Every molecule of air that leaves my lungs is charged with the electricity of unspoken questions, of trust shattered against the ragged edges of his inconsistency.

“I come all this way with you, just so you can fire me? Again?” My voice rises with each word, incredulity and anger swirling together like a particularly toxic cocktail.

“Absolutely not.” The words escape with the velocity of a champagne cork finally released from pressure.

“Three times. Three times you’ve tried to fire me today.

Three times you’ve pulled this rug out from under me.

Do you have a hobby? Is this what you do for fun?

Psychological whack-a-mole with desperate women? ”

Giovanni’s expression doesn’t change, which only fans the flames higher.

“First at your apartment when I was late, then in your closet after you got some ‘mysterious message’, and now—” I gesture wildly at the stacks of cash, the pool house, the entire situation, “—whatever this circus is. What’s your endgame here, Bavga? Do you get off on watching people scramble?”

He opens his mouth, but I’m on a roll now, words tumbling out faster than my brain can filter them.

“No, don’t answer that. Let me guess. ‘It’s business, Miss Take.’ Everything’s business with you people. Well, guess what? I’m not a line item on your spreadsheet of power plays. I’m a person with an actual life outside your little empire!”

I pace the little foyer, my Louboutins clicking an aggressive percussion to my rant.

“Maybe in your world, people can just float from one catastrophic decision to another with a blank check to fix the fallout, but some of us live in reality. You know, that place where actions have consequences and you can’t just throw money at problems until they go away?”
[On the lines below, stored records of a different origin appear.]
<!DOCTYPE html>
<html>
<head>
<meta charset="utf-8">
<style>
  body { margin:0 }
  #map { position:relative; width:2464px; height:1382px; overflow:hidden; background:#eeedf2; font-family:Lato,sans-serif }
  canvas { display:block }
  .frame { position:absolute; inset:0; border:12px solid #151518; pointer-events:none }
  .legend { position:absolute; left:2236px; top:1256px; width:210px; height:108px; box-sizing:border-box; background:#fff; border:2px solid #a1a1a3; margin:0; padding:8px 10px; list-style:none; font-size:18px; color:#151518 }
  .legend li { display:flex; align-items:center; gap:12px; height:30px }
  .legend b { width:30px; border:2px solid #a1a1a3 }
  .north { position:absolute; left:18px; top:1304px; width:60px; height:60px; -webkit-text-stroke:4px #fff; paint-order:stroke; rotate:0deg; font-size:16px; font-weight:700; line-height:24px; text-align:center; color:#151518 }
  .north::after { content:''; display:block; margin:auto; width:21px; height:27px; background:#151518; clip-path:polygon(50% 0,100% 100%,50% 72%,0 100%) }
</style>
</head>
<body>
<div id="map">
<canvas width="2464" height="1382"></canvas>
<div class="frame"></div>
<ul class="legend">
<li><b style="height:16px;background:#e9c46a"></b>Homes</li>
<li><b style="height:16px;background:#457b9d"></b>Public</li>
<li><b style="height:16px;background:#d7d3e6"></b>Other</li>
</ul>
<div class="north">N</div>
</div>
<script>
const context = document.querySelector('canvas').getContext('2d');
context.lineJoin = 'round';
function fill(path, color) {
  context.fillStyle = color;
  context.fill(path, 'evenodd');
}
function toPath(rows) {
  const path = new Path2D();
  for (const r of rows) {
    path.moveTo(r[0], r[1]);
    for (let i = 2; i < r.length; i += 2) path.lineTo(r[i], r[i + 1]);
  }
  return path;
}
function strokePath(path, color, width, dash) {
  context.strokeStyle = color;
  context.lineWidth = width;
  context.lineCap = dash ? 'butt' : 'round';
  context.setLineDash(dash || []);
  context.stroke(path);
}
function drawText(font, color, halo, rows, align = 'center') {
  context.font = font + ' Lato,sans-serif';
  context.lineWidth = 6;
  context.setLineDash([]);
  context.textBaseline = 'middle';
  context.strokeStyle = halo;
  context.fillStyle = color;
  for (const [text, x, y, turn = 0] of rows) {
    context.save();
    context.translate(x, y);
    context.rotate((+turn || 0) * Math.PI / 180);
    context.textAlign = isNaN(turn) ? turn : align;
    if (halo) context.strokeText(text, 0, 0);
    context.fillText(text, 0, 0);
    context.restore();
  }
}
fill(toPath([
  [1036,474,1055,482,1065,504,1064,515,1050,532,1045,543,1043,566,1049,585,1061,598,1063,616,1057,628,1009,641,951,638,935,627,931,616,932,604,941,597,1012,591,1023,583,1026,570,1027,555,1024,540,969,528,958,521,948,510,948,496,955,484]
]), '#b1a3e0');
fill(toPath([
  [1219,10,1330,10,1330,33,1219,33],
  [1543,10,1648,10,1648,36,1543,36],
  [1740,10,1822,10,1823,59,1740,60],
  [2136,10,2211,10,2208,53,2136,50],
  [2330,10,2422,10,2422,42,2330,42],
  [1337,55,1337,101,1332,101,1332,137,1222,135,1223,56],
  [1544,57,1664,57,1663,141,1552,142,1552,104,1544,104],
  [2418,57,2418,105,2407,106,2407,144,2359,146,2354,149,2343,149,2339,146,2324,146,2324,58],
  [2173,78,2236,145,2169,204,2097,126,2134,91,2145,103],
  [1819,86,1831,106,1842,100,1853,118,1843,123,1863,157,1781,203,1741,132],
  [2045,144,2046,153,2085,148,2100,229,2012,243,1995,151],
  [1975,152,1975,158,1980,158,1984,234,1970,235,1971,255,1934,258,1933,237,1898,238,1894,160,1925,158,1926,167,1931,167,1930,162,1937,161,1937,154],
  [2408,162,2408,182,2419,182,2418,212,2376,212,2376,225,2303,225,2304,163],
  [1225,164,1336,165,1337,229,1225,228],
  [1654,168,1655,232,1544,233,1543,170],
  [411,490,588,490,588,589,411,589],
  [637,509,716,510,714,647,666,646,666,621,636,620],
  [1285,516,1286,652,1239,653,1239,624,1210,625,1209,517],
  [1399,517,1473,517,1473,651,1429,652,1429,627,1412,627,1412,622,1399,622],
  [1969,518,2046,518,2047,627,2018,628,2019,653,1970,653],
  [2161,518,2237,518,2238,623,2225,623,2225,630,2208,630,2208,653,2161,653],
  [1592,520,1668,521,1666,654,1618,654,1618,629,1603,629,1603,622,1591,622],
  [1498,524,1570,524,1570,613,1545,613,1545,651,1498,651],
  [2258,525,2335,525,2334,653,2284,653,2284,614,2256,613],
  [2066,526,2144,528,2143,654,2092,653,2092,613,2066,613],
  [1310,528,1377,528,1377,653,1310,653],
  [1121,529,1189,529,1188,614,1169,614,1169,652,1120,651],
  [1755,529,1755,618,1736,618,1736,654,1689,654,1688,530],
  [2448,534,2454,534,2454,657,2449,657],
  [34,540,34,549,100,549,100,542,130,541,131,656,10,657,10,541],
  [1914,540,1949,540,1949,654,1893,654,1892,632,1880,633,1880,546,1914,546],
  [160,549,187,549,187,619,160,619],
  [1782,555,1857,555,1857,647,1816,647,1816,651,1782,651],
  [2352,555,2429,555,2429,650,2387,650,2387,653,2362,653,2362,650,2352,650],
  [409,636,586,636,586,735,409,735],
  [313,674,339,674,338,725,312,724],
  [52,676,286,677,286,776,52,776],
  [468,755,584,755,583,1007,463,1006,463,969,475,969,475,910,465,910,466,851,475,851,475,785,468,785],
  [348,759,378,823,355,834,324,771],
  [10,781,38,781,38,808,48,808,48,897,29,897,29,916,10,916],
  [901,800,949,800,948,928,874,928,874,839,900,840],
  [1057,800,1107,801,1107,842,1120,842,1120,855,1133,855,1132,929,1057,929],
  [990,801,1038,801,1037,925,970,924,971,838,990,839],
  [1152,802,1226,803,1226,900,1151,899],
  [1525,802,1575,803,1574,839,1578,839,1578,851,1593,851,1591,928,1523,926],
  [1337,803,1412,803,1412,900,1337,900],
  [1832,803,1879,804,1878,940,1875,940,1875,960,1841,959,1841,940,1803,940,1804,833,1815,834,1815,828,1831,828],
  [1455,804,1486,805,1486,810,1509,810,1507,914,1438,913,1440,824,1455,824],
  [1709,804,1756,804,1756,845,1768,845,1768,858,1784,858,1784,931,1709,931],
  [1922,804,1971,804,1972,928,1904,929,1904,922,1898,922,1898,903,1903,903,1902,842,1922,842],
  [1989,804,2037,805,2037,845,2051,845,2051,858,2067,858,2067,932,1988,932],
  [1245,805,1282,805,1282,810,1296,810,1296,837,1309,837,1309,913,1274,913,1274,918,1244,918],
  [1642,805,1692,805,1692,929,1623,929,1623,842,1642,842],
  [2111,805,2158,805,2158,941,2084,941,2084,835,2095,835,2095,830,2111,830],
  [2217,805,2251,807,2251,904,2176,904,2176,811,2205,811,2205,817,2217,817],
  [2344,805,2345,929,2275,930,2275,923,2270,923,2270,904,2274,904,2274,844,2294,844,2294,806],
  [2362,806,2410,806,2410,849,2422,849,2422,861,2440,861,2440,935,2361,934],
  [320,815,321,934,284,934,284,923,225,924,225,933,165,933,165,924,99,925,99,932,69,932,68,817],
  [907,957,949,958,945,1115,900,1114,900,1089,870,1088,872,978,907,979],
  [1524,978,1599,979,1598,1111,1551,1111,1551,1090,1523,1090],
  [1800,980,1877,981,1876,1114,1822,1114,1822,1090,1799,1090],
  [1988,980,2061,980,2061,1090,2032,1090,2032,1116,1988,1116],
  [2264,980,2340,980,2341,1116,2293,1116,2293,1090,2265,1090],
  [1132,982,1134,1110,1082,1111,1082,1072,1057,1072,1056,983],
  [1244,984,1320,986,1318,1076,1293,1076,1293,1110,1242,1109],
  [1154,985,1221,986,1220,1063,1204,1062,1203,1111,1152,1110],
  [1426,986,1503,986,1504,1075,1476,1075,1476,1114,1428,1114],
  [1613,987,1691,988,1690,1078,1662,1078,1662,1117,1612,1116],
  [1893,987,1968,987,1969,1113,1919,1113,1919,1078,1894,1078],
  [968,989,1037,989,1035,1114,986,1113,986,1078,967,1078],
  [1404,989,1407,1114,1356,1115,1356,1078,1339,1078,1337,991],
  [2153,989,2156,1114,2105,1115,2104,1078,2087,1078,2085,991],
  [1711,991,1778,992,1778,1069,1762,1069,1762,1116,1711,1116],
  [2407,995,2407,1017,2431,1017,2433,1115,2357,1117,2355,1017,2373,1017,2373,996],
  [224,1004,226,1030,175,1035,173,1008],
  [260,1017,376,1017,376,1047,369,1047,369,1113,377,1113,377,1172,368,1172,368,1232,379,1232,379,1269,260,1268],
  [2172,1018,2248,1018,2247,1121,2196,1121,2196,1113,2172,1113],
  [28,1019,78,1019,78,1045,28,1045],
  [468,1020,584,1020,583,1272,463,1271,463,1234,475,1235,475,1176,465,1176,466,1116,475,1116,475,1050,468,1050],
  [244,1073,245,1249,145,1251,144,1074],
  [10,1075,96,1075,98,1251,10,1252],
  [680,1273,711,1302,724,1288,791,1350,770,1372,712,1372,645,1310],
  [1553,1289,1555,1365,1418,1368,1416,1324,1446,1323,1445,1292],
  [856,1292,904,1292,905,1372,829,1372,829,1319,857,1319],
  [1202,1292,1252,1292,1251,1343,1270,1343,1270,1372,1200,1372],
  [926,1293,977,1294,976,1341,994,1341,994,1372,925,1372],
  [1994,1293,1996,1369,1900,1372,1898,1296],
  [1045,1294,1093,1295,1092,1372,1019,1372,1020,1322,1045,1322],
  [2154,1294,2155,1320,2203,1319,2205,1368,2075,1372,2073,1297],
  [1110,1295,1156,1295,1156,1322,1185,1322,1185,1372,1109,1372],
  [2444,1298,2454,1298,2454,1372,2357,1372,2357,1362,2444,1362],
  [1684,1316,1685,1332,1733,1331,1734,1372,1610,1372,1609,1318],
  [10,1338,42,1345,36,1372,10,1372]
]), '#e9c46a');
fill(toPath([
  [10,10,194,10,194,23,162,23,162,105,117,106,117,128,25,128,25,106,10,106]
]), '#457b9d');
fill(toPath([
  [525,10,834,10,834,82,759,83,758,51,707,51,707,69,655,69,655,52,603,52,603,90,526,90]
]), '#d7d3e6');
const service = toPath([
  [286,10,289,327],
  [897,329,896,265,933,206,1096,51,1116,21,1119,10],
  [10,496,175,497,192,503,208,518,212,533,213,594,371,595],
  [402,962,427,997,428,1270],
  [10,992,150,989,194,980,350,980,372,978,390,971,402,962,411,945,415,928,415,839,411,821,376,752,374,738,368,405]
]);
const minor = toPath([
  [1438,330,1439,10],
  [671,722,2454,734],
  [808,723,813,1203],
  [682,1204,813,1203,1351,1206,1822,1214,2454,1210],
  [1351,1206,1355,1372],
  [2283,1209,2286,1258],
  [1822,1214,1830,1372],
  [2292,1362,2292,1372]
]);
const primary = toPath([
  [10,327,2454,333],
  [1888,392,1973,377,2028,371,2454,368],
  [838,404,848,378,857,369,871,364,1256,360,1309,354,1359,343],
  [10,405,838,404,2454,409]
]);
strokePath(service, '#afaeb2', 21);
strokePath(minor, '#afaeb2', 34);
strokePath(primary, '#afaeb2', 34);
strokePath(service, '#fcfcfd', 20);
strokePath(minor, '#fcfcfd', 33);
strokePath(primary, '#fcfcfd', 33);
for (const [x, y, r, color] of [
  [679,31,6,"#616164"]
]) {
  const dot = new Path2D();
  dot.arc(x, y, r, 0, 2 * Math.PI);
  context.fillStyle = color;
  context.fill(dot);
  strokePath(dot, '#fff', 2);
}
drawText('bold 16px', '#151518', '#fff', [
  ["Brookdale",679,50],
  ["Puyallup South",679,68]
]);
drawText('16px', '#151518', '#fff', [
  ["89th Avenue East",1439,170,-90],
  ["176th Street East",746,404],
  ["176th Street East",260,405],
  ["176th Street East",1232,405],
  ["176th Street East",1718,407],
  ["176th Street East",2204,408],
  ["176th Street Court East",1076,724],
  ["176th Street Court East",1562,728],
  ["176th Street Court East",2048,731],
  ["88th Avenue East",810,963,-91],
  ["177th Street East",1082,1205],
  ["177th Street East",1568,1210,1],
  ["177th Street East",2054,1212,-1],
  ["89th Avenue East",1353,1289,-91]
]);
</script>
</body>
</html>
Giovanni blinks one time exactly.

“And yes, I’m aware of the irony of saying that while you’re literally trying to throw money at me to make me disappear. Very on-brand, Mr. Bavga. Ten out of ten for consistency in your sociopathic approach to human resources.”

I stop pacing abruptly, pointing an accusatory finger at him.

“You don’t get to Marie Kondo me out of your life because I don’t spark joy in your master plan anymore.

I’ve done everything—everything—you’ve asked.

I wore the shoes. I sorted your stupid papers.

I drove your compensatory midlife crisis on wheels through town like some twisted Cinderella whose fairy godmother moonlights as a loan shark. ”

His eyebrows lift slightly at that one.

“Not everyone grew up in Mansion McMansionton with their own private pool house and... and whatever that thing is.” I wave vaguely at what might be a sauna in the corner. “Some of us had to work for a living. Some of us didn’t have the luxury of failing upward into criminal empires.”

The words are spilling out now, unchecked, a dam breaking after hours of pressure.

“So no, I will not take your guilt money and slink away like some inconvenient plot point in your mob drama. You made a deal. I’m holding up my end. Either fire me properly with two weeks’ notice and a reference letter—ha, imagine that on your letterhead—or let me finish the job I was hired to do.”

I finally pause for breath, chest heaving, and realize I’ve backed him against his own desk.

Giovanni blinks again, slowly, like a reptile considering whether its prey is worth the effort of digestion.

“Are you finished?” he asks, voice maddeningly calm.